FIND in
<--prev V20 next-->

From: Michael Straight <straight@email.unc.edu>
Subject: (urth) Lit Crit
Date: Thu, 15 Oct 1998 15:42:07 

John Regehr wrote:

> Has the lit crit community come to any meaningful conclusions about what
> it means when the author offers an interpretation or an explanation
> about a book?  Didn't Tolkien explicitly say that in TLotR an orc is
> just an orc, and don't some people still insist that the war of the ring
> is a metaphor for one of the world wars?  Although I wish Mr.  Wolfe
> nothing but the best of health in the future, it seems like things are
> more tractable academically when an author is no longer able to offer
> new interpretations, or to contradict existing ones.

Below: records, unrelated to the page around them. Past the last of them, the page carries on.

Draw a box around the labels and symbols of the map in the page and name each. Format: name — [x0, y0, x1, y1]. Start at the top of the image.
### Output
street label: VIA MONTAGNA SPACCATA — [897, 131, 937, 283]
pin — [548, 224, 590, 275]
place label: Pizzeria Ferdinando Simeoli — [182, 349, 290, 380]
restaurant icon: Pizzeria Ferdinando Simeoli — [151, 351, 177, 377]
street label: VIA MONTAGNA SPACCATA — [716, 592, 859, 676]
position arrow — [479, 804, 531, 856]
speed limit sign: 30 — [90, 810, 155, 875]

I think the lit crit community says yes, no, yes, yes, no, yes, no, no,
maybe, fish, power.  

I say listen to the author and other people's criticism if it interests
you and if it doesn't, ignore it.  In the introduction to one of his
anthologies, Wolfe pretty much comes out and says what the story
"Westwind" is about.  I think the story is better with the ambiguity
unresolved, and therefore try to ignore what Wolfe had to say.

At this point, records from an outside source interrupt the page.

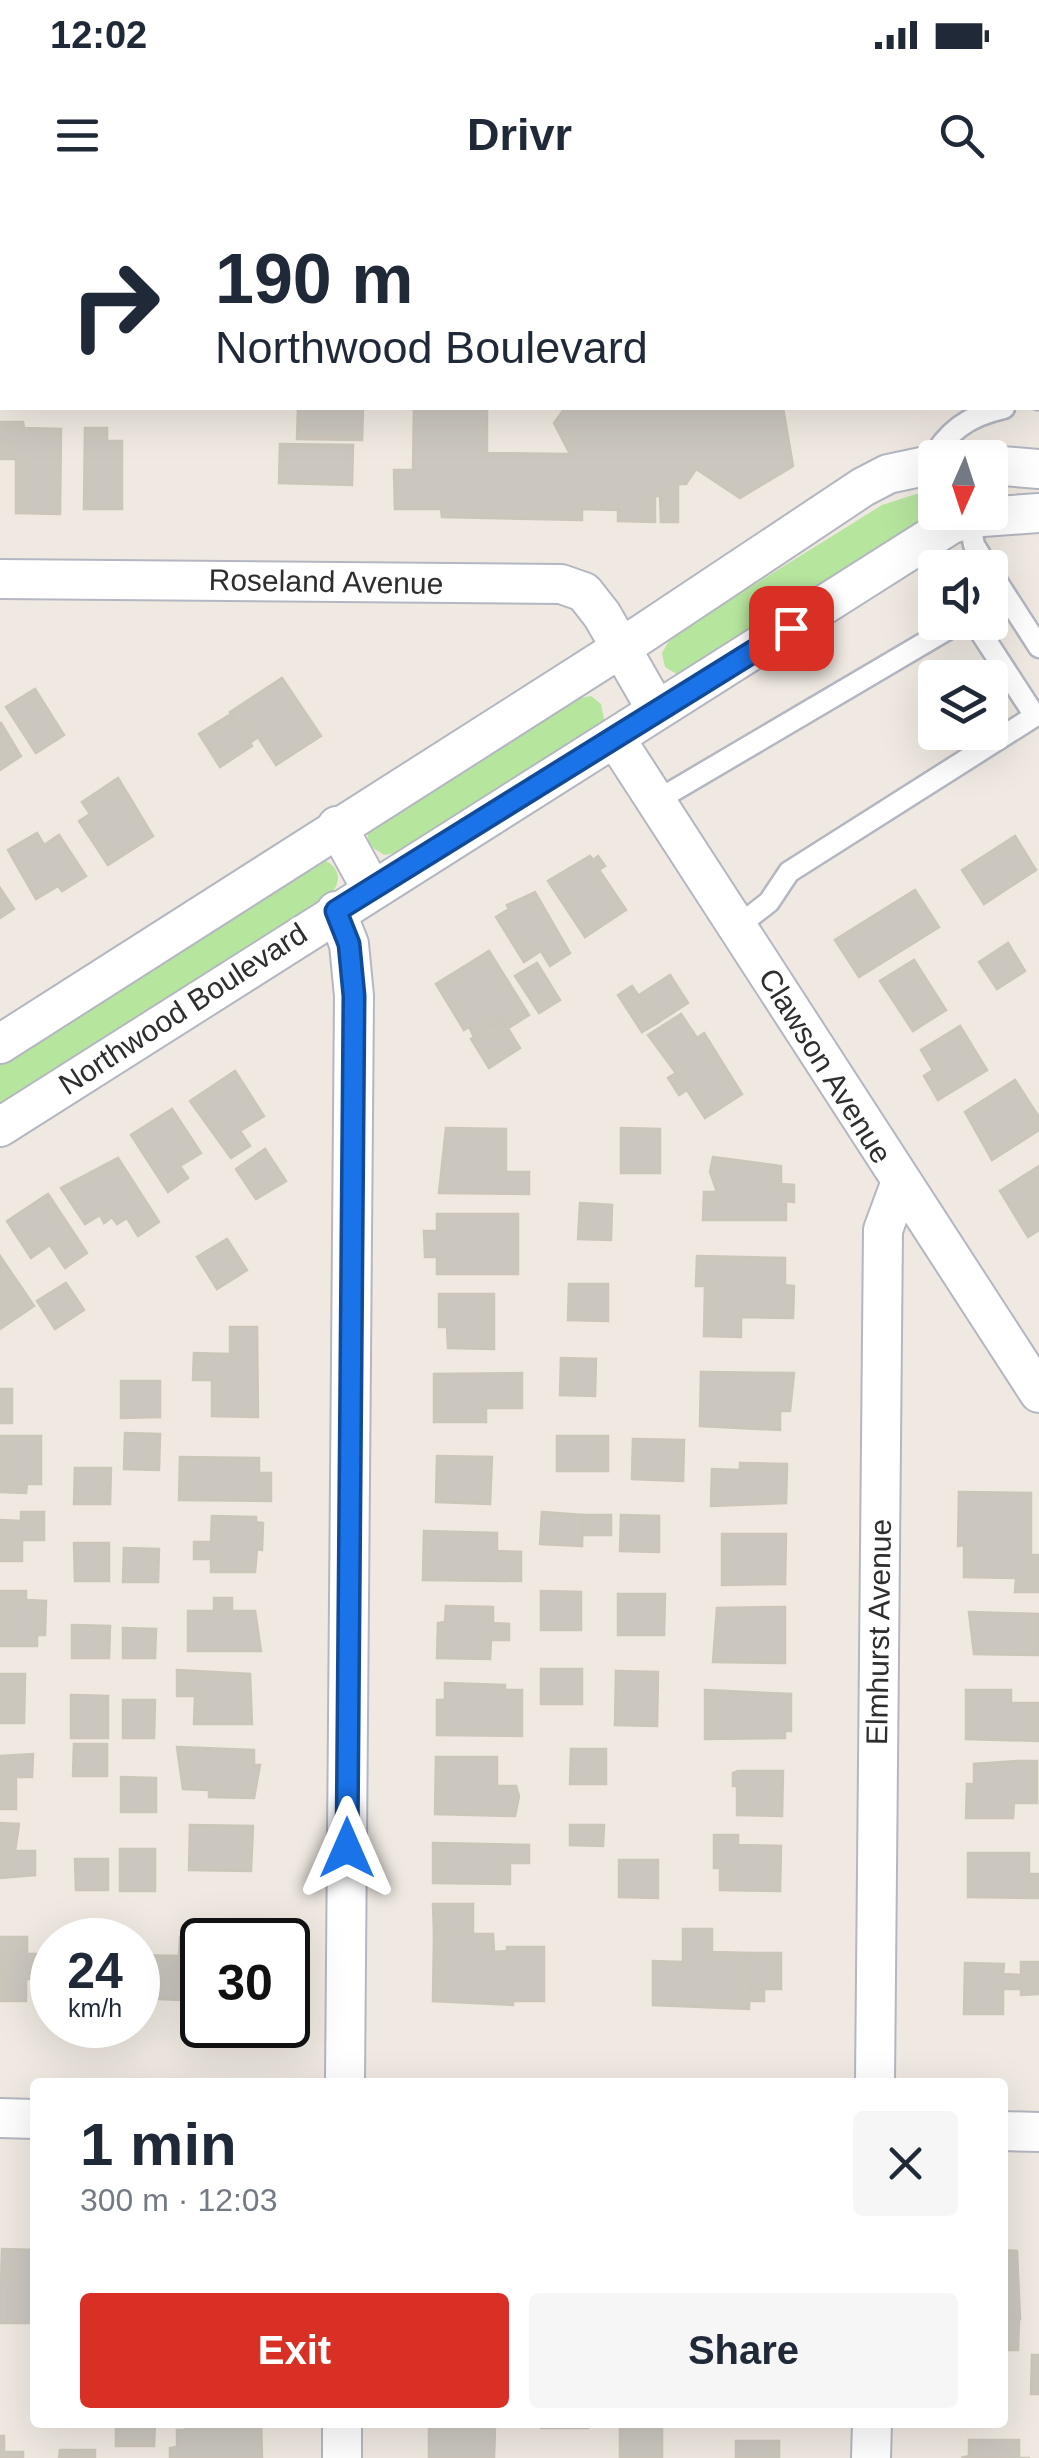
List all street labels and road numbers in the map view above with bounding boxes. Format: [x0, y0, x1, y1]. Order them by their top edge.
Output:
street label: Roseland Avenue [208, 563, 444, 600]
street label: Northwood Boulevard [53, 916, 313, 1101]
street label: Clawson Avenue [752, 962, 898, 1169]
street label: Elmhurst Avenue [860, 1519, 897, 1745]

> I guess my position is that one's choice about whether to use external
> materials or not, or to spend a lot of time analyzing subtle points or
> not, should be made in order to maximize one's enjoyment of the work. 

I guess it depends on why you're reading.  If you're trying to learn
physics or virtue from an author, paying attention to external helps is
probably a good idea.  If you want to understand what an author is trying
to say, what he writes about his work is probably of interest.  If you're
reading for fun, I'd go with your criteria.